- What is needed -
Determine how many lines in the listing below contain "bottom", then give only that number.

-- Data provided follows --

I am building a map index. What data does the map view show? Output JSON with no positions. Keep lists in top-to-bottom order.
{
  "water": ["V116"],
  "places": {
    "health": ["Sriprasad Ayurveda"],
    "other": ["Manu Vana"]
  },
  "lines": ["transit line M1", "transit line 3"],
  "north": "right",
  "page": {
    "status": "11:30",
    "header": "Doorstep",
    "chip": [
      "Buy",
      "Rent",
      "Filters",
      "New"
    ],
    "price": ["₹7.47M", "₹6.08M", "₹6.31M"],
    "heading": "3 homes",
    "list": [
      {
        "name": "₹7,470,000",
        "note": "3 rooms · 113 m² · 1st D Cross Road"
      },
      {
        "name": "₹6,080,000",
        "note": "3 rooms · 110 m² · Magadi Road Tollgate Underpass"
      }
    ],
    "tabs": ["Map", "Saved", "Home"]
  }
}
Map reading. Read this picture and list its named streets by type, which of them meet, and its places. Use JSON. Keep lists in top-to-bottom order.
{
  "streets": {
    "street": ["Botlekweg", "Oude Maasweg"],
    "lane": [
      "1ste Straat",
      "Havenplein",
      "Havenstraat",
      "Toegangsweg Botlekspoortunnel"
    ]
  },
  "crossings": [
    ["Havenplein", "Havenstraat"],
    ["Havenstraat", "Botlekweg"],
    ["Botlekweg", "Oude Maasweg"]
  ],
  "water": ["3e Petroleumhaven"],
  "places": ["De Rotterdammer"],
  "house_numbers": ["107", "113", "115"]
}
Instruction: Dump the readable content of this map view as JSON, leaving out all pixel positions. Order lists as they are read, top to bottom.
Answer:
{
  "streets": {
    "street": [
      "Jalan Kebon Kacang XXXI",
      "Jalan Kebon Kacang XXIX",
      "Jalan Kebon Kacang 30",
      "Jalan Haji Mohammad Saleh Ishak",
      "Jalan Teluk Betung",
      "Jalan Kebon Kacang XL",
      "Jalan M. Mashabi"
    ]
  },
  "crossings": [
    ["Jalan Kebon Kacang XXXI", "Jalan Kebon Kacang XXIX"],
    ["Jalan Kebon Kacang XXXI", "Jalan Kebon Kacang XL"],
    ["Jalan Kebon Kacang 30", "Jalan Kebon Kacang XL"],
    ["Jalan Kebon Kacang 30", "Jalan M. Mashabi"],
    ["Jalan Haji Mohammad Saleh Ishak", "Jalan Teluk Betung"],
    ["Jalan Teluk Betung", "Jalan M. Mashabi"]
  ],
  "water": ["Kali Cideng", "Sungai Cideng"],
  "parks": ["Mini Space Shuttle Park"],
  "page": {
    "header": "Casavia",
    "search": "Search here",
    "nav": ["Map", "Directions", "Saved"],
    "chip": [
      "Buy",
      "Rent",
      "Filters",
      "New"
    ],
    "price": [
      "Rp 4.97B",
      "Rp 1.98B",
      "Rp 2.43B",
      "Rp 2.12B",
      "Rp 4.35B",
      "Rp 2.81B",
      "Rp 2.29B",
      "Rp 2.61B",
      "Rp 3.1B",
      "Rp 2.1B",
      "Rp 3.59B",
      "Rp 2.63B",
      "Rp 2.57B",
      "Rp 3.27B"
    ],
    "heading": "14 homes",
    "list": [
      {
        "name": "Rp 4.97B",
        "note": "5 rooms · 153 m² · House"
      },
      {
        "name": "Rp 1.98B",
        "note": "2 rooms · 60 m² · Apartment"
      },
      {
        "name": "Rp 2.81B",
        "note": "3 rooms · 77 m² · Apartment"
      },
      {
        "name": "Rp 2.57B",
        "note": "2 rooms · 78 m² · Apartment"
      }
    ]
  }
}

-- Data provided concluded --

- Result below -
3